10.2.1. Tables, items, and attributes

A DynamoDB table has a name and organizes a collection of items. An item is a collection of attributes. An attribute is a name-value pair. The attribute value can be scalar (number, string, binary, boolean), multivalued (number set, string set, binary set), or a JSON document (object, array). Items in a table aren’t required to have the same attributes; there is no enforced schema.
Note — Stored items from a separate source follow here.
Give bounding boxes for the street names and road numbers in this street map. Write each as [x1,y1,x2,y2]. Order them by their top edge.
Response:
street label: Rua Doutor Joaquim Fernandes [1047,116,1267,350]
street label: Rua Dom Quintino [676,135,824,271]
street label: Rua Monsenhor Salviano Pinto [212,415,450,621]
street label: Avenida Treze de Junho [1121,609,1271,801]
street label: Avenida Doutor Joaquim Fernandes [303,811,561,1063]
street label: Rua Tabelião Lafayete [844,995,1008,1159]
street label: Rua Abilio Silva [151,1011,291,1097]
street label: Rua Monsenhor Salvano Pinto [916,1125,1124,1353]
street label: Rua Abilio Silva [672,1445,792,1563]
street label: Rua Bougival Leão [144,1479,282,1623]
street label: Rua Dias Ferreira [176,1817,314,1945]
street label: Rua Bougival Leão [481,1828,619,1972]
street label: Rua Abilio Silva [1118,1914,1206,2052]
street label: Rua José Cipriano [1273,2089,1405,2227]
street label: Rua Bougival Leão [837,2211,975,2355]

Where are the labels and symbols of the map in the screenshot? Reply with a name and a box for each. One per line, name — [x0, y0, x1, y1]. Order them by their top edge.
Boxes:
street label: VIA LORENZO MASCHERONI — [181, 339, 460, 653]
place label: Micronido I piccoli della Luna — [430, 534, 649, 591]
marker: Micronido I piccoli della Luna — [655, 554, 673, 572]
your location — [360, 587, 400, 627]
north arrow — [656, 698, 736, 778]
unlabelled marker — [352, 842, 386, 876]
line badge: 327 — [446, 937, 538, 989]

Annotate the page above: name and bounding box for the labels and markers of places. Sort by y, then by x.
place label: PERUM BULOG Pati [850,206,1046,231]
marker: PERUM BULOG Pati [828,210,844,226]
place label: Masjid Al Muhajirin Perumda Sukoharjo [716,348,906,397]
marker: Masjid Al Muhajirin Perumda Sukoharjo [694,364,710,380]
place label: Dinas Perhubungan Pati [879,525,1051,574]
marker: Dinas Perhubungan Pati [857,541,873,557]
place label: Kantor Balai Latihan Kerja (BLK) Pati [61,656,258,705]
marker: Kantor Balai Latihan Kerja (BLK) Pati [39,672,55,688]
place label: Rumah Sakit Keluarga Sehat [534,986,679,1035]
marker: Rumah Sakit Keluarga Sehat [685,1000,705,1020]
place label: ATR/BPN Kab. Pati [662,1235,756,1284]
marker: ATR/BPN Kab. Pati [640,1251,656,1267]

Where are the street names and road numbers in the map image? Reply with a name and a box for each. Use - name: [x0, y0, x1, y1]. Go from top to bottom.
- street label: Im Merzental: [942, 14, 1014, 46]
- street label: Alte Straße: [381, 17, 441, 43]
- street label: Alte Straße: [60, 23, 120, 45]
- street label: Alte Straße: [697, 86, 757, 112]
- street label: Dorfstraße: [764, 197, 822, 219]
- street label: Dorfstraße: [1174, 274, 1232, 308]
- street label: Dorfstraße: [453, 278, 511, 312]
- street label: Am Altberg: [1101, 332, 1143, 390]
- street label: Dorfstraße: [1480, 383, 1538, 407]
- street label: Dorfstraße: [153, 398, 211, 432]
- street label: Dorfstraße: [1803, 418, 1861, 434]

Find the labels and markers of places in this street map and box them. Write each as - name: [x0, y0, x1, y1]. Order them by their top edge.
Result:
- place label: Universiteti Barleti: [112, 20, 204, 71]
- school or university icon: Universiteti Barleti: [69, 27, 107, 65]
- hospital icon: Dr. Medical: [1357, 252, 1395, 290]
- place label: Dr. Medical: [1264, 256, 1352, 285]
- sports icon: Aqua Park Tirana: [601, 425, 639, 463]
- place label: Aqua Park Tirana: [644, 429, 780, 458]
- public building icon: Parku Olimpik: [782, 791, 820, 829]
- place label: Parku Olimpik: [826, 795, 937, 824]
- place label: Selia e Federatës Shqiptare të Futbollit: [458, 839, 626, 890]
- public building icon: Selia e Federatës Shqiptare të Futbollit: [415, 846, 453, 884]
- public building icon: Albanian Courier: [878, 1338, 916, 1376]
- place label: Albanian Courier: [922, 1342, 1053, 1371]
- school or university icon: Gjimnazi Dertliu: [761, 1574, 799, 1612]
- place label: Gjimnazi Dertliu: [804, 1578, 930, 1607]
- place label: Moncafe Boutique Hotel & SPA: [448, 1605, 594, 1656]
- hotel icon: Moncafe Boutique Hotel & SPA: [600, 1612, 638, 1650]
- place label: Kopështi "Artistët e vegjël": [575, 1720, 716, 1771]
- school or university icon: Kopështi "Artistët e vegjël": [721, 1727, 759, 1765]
You can create a table with the Management Console, CloudFormation, SDKs, or the CLI. The following example shows how you create a table with the CLI (don’t try to run this command now—you’ll create a table later in the chapter):

If you plan to run multiple applications that use DynamoDB, it’s good practice to prefix your tables with the name of your application. You can also add tables via the Management Console. Keep in mind that you can’t change the name of a table and the key schema. But you can add attribute definitions and change the provisioned throughput.

10.2.2. Primary keys

A primary key is unique within a table and identifies an item. You need the primary key to look up an item. The primary key is either a hash or a hash and a range. Hash keys

A hash key uses a single attribute of an item to create a hash index. If you want to look up an item based on its hash key, you need to know the exact hash key. A user table could use the user’s email as a hash primary key. A user then can be retrieved if you know the hash key (email, in this case).

Hash and range keys

A hash and range key uses two attributes of an item to create a more powerful index. The first attribute is the hash part of the key, and the second part is the range. To look up an item, you need to know the exact hash part of the key, but you don’t need to know the range part. The range part is sorted within the hash. This allows you to query the range part of the key from a certain starting point. A message table can use a hash and range as its primary key; the hash is the email of the user, and the range is a timestamp. You can now look up all messages of a user that are newer than a specific timestamp.

10.2.3. NoSQL comparison

Table 10.2 compares DynamoDB to several NoSQL databases. Keep in mind that all of these databases have pros and cons, and the table shows only a high-level comparison of how they can be used on top of AWS.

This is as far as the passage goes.